Snarky dudes at the bar, flaky first dates, narcissistic pretty boys — over the years, I’ve encountered enough jerks to deserve a merit badge. Still, my response to these slime balls isn’t as authoritative as I’d like it to be. Even though I’m perfectly capable of evicting lowlifes from my romantic sphere, I’m not very good at responding in the moment to their bad behavior.
I don’t always know exactly what’s wrong right away.
My reaction to mistreatment is less boss bitch and more retreating introvert. Feelings are confusing to me until I get the time to sit around analyzing, comparing, and categorizing for a while. If I’m gonna let you have it, I prefer to be specific about my grievance. There’s something anti-climatic about saying, “I know that I find you somehow nauseating, but I can’t yet identify the source of the stomach-souring effect.” Although, honestly, it would feel amazing to say exactly that.
I’m terrified of being one-upped.
I pride myself on at least attempting eloquence and well-reasoned argument once my main point solidifies in my mind. I know, though, that I just can’t slay with a spontaneously crafted telling off. Jerks don’t deserve the ego boost of watching me struggle and splutter. The significant trade-off is a loss of impact once I finally do put my points in order.
I try too hard to avoid stereotypes.
Fragile, illogical female. Possibly menstruating. Aww, look, she’s all pissed off. How CUTE. I just can’t stand to give the bastard the satisfaction. I operate on the basis of the”ignore him and he’ll get bored” theory. The problem is, plenty of guys will push as far as they can to watch you squirm. Since I can’t suppress my body language, I might as well use my words to fight back.

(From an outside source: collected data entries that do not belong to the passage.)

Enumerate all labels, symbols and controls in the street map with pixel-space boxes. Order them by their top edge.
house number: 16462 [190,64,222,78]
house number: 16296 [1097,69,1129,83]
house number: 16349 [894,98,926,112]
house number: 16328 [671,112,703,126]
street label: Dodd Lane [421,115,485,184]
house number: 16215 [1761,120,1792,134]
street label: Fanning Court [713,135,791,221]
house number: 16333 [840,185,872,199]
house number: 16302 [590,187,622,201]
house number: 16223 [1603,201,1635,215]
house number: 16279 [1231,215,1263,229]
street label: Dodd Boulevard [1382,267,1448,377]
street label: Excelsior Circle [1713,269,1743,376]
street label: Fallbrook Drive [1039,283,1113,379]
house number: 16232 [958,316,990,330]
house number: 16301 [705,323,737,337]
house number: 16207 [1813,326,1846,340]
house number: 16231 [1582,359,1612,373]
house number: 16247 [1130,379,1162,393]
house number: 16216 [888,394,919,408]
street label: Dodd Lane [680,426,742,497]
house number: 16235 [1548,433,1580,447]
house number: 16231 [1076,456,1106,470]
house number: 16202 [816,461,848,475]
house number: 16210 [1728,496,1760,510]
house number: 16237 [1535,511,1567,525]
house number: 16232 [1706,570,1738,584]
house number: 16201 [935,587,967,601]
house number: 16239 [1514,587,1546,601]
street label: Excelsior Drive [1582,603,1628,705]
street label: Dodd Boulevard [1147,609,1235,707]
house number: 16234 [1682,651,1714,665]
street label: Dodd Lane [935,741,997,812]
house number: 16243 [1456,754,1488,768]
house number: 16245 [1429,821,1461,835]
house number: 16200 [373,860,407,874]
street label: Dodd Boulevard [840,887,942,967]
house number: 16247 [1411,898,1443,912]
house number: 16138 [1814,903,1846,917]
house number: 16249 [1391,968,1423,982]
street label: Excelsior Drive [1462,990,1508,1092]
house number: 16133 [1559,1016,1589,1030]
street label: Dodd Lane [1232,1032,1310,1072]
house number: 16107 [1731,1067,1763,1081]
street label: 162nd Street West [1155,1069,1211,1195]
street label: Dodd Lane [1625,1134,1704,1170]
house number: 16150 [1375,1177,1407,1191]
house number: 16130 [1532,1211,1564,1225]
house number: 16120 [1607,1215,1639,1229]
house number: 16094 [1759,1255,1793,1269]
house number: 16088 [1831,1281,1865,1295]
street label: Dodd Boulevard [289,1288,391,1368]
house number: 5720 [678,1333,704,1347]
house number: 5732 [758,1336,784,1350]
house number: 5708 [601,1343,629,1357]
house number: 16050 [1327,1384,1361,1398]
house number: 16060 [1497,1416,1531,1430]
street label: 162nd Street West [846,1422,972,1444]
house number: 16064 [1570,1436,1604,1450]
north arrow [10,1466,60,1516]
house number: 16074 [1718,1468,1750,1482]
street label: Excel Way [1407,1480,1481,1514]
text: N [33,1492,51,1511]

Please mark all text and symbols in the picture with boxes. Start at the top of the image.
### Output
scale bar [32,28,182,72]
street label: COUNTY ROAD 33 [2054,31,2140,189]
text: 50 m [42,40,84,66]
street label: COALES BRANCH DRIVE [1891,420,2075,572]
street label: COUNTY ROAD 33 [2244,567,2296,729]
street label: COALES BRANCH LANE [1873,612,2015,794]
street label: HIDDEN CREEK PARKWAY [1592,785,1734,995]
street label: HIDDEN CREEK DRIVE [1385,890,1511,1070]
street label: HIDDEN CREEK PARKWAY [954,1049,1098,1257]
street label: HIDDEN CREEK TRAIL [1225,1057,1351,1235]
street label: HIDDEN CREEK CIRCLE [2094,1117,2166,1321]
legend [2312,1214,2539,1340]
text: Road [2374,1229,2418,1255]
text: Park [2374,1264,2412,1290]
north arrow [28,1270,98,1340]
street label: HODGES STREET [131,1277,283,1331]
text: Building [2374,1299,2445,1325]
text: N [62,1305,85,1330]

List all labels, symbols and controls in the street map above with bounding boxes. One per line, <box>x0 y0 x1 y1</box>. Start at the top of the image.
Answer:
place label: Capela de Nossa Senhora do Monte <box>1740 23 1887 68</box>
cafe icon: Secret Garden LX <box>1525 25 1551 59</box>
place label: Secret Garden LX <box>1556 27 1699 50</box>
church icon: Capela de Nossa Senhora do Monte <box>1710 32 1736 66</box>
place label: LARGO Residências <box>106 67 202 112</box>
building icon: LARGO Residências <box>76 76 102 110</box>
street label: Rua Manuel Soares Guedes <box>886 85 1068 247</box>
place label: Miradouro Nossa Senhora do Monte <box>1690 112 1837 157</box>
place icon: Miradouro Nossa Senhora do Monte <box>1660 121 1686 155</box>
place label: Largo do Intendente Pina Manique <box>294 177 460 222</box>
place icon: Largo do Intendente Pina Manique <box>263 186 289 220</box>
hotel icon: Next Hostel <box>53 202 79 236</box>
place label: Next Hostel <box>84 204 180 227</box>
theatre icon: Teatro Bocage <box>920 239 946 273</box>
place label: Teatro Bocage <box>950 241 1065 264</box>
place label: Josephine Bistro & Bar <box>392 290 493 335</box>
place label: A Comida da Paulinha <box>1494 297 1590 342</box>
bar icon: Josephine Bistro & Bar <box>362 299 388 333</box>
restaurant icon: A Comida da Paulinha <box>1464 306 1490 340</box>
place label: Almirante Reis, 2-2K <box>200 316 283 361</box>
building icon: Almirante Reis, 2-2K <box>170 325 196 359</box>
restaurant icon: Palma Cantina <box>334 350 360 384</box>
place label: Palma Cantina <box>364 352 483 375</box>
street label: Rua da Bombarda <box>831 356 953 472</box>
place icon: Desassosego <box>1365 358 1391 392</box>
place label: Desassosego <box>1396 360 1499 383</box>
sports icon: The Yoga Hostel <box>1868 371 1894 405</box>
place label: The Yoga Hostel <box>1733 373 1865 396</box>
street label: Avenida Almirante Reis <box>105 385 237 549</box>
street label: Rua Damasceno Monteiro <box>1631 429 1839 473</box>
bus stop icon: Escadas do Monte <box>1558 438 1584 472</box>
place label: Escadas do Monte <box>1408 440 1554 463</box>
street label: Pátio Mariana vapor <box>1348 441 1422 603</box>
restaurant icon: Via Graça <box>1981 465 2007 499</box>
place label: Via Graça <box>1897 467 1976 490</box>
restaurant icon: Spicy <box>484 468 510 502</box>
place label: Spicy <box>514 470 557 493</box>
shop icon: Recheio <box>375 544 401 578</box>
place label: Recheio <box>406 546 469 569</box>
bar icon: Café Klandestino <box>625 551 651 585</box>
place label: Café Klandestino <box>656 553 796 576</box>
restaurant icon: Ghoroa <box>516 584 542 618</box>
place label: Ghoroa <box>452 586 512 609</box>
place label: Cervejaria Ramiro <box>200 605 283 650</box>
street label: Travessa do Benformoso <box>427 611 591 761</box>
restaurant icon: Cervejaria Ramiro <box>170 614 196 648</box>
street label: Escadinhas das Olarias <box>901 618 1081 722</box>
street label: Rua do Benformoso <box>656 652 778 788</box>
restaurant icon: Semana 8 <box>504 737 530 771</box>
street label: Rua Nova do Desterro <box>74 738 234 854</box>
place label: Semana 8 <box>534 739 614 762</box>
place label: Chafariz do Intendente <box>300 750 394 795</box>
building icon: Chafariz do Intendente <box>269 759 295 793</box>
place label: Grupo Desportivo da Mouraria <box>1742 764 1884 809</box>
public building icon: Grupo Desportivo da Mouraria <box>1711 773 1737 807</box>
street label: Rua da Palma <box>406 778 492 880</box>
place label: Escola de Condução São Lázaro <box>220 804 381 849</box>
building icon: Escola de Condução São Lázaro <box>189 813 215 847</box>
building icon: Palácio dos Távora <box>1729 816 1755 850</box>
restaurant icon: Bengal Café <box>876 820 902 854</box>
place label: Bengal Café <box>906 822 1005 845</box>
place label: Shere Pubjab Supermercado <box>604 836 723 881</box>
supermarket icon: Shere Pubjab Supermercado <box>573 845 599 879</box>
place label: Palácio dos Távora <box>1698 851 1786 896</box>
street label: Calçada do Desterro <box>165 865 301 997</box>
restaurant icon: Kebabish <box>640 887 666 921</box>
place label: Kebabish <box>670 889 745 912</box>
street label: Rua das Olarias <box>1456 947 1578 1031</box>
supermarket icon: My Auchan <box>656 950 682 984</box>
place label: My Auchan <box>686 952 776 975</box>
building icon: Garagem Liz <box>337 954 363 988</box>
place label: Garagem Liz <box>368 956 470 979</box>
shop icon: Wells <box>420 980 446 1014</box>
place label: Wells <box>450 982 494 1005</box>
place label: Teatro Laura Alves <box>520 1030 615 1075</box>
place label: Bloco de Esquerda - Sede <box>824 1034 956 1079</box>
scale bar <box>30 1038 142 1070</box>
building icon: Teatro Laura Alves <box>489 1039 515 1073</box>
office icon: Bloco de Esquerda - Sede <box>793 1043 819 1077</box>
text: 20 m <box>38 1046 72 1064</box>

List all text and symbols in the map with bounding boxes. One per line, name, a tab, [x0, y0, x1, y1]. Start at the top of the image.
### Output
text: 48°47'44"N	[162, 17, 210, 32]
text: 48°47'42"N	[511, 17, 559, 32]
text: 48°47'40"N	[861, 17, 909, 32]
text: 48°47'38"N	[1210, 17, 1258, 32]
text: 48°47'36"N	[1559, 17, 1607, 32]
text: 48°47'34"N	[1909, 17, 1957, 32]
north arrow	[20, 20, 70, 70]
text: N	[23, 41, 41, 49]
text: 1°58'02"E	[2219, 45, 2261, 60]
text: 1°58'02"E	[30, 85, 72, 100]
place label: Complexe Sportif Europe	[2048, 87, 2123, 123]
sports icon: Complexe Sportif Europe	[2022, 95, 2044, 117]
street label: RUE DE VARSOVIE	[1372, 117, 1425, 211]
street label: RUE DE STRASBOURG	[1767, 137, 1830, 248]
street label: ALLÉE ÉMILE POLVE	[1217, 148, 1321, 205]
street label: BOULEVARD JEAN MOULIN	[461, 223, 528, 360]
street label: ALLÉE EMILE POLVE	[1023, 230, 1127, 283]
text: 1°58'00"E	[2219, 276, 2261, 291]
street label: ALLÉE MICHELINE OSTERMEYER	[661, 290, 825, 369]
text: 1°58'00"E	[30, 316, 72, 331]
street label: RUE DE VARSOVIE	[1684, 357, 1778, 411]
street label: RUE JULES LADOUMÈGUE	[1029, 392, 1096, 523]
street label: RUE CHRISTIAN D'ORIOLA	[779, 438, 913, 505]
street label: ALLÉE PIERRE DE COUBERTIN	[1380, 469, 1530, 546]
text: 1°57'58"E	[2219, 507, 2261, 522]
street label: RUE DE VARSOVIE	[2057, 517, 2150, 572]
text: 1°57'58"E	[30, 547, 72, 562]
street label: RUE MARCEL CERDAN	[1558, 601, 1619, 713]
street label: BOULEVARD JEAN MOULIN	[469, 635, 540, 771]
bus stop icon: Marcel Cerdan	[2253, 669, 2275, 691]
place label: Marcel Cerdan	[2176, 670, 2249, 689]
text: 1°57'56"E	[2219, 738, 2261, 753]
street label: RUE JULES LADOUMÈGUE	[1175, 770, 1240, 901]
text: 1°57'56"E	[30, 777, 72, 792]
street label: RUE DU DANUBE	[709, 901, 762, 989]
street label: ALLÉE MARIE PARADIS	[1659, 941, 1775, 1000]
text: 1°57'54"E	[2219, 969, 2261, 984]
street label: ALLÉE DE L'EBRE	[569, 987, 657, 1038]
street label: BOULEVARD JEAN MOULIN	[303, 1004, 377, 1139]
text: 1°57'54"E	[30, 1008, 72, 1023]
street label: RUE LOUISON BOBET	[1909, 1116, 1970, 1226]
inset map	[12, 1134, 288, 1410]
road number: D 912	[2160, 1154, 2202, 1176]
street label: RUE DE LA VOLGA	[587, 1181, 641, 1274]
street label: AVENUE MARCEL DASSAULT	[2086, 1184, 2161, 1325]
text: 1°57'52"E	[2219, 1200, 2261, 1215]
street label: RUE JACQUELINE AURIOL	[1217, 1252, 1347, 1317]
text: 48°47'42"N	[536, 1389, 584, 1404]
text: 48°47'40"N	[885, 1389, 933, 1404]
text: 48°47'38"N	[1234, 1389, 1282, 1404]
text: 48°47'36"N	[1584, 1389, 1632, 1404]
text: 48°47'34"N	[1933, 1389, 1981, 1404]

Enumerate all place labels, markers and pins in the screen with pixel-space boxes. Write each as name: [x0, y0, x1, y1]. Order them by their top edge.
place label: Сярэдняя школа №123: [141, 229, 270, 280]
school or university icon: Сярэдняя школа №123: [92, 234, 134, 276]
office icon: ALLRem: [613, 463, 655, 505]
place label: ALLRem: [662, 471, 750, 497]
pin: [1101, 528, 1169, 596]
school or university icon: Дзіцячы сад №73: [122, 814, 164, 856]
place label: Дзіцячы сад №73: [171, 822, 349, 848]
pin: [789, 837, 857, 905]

My belief in fairness gets out of hand.
Call me an idealist, but I believe we should all be quicker to consider each other’s perspectives than to jump down each other’s throats. It’s hard to admit that some people are flat-out manipulative, self-serving human turds. Worse, I hate the idea of opening my own behavior to attack. Jerks don’t apologize, they turn the tables. Am I prepared to subvert his tactics? Is my own behavior unimpeachable?
I don’t like to embarrass people.
I’m sensitive to the fact that it’s uncomfortable to be held accountable right in the heat of the moment. I always assume that the guy doesn’t really mean to be a jerk. I shouldn’t make him feel bad for a quasi-innocent mistake, but calling out is the most effective way to make someone understand his own behavior. When your dog chews all your underwear, you don’t sit around for three days contemplating the best way to discuss her indiscretion with her. You stop her in the moment with a gentle correction. Immediate, calm intervention is best — and humans aren’t far off the mark from dogs.
Fear of reprisal holds me back.
How stable is this douche? What will I be provoking in him if I flip him the bird and walk out of the bar? Maybe we’ve been out a few times, and the inner-jerk is only now emerging, like weeds after a spring rain. He might even know my address. Until I’ve invested in self-defense training and maybe a rescued guard dog, I feel better playing it safe, but that inner-timidity makes me angry with myself.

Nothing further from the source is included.